Think Pink in October: Breast Cancer Awareness Month

Lifestyle & Health

Sally ElShorbagy

Sun, 13 Oct 2019 19:53 GMT

Since 1985, breast cancer charities have marked October as Breast Cancer Awareness Month (BCAM), a time to discuss the realities of the disease and raise funds for research into its cause, prevention, diagnosis, treatment and cure.

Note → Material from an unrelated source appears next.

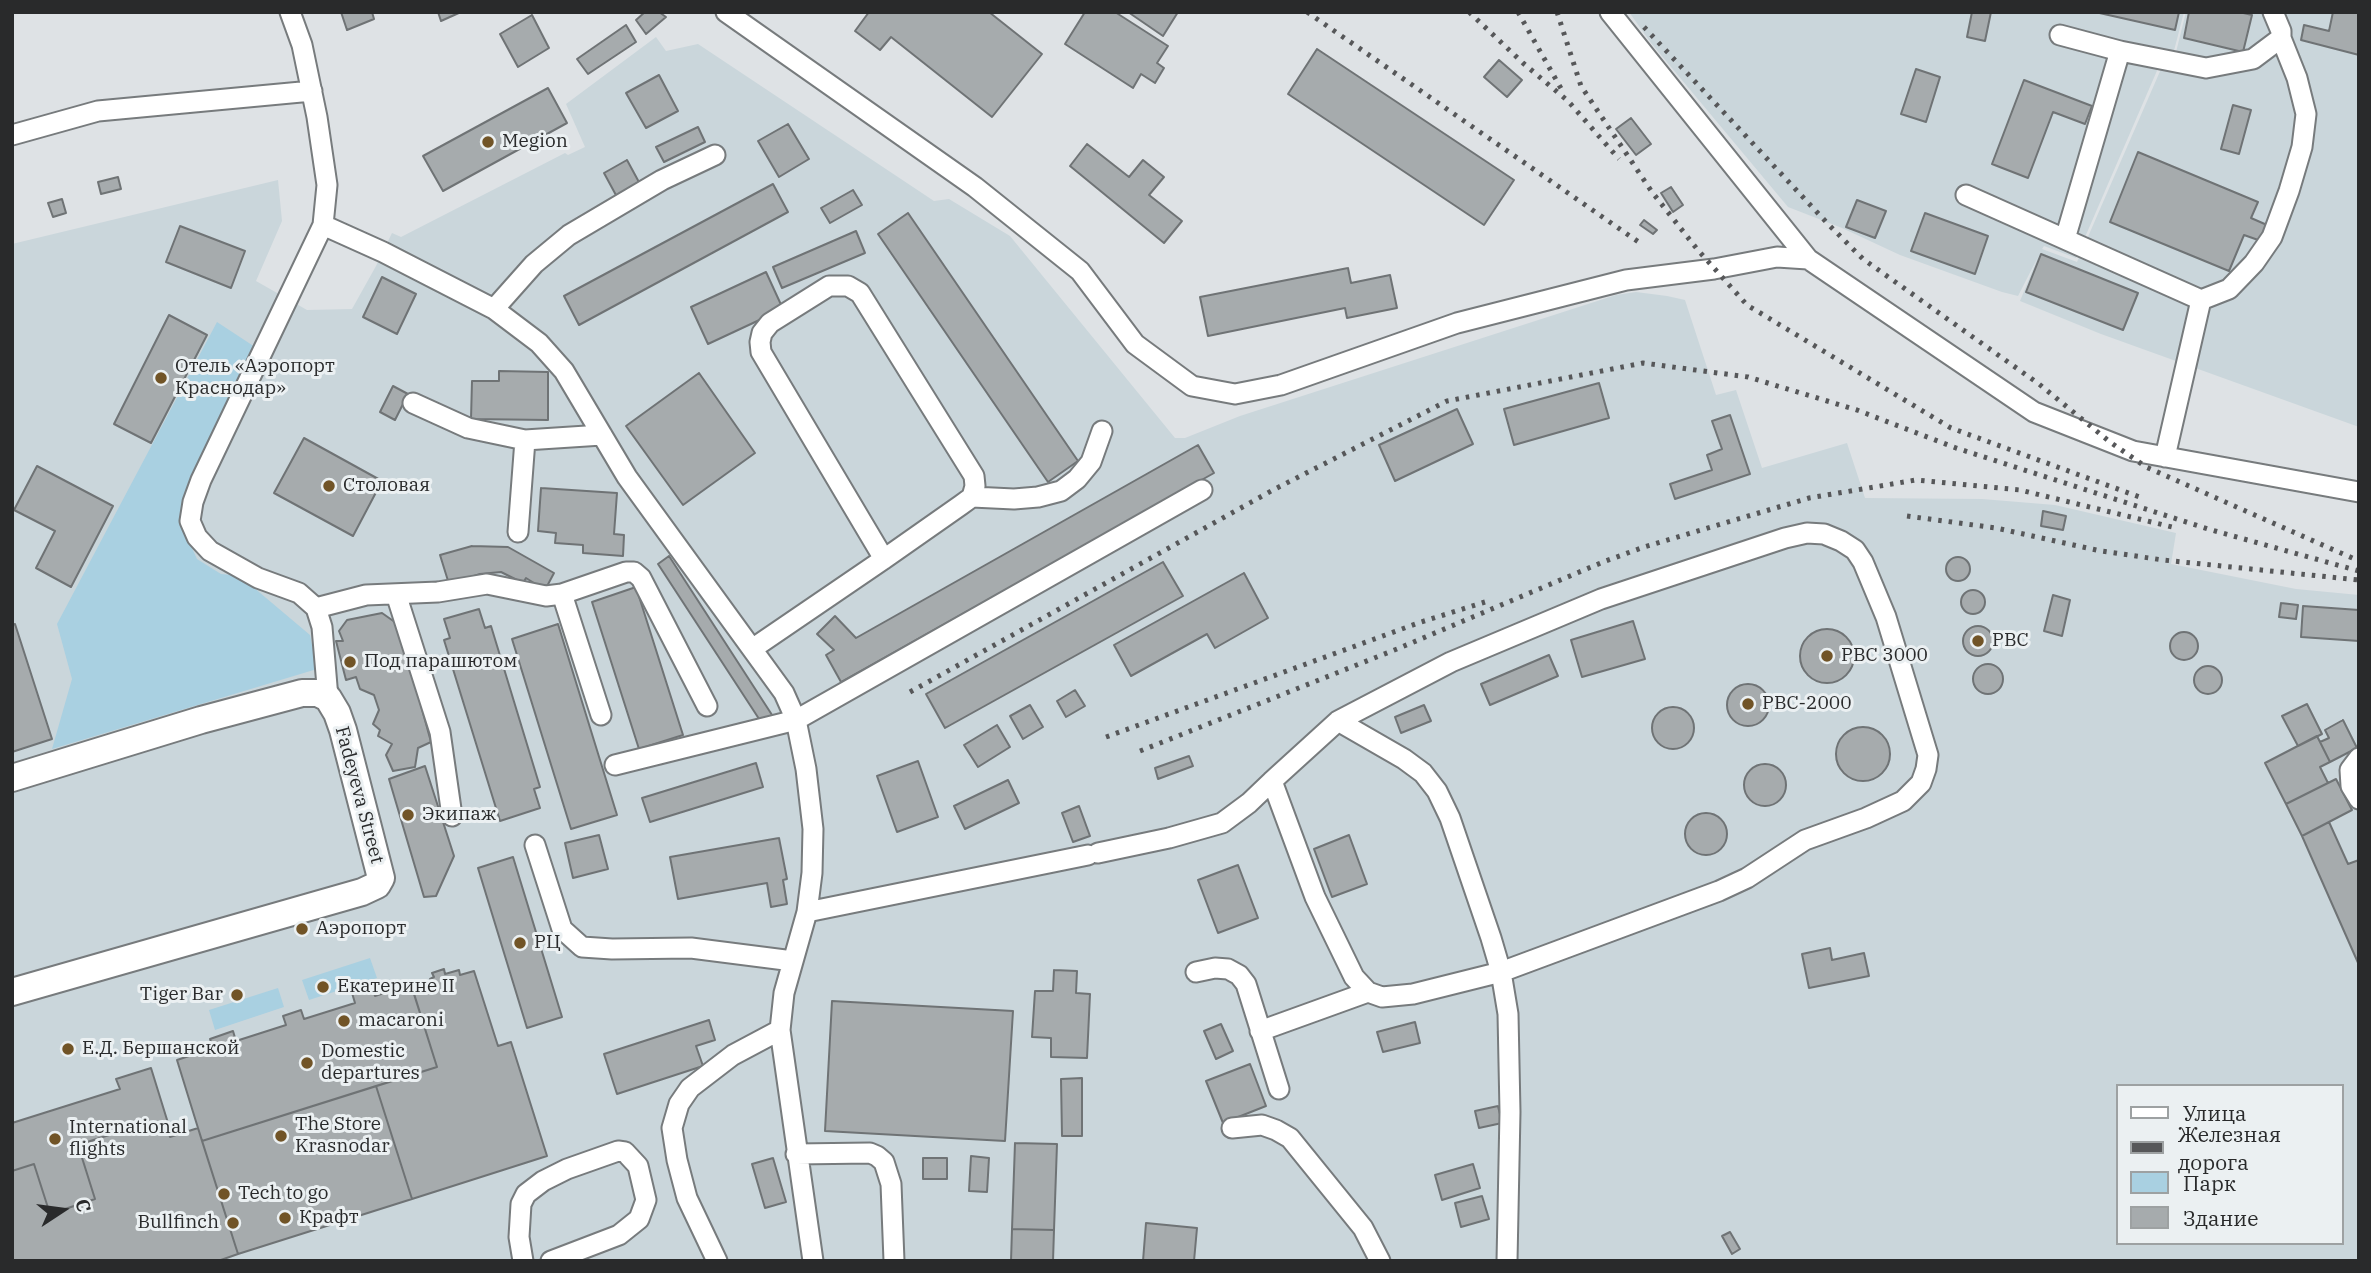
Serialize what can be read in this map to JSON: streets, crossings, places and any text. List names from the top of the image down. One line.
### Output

It is an international health campaign that starts on October 1st and ends on October 31st every year. This campaign is a chance to raise awareness about the importance of early detection and treatment. Make a difference! Spread the word about mammograms and encourage communities, organisations, families, and individuals to get involved.

Breast cancer is by far the most common cancer in women worldwide, both in developed and developing countries. It is also the most frequently diagnosed cancer among women in 140 of 184 countries worldwide.

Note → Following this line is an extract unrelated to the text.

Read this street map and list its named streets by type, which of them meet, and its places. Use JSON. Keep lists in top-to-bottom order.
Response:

Recently, the incidence of breast cancer in low- and middle-income countries has been rising steadily due mainly to lack of awareness of early detection, barriers to health services, increases in life expectancy, increasing urbanisation and the adoption of western lifestyles.

In 2019, Belgium had the highest rate of breast cancer in women, followed by Luxembourg, Netherlands, France and Lebanon. In 2018, there were an estimated 2.1 million new cases of breast cancer and 627,000 deaths from breast cancer worldwide, according to the International Agency for Research on Cancer in 2008 (IARC).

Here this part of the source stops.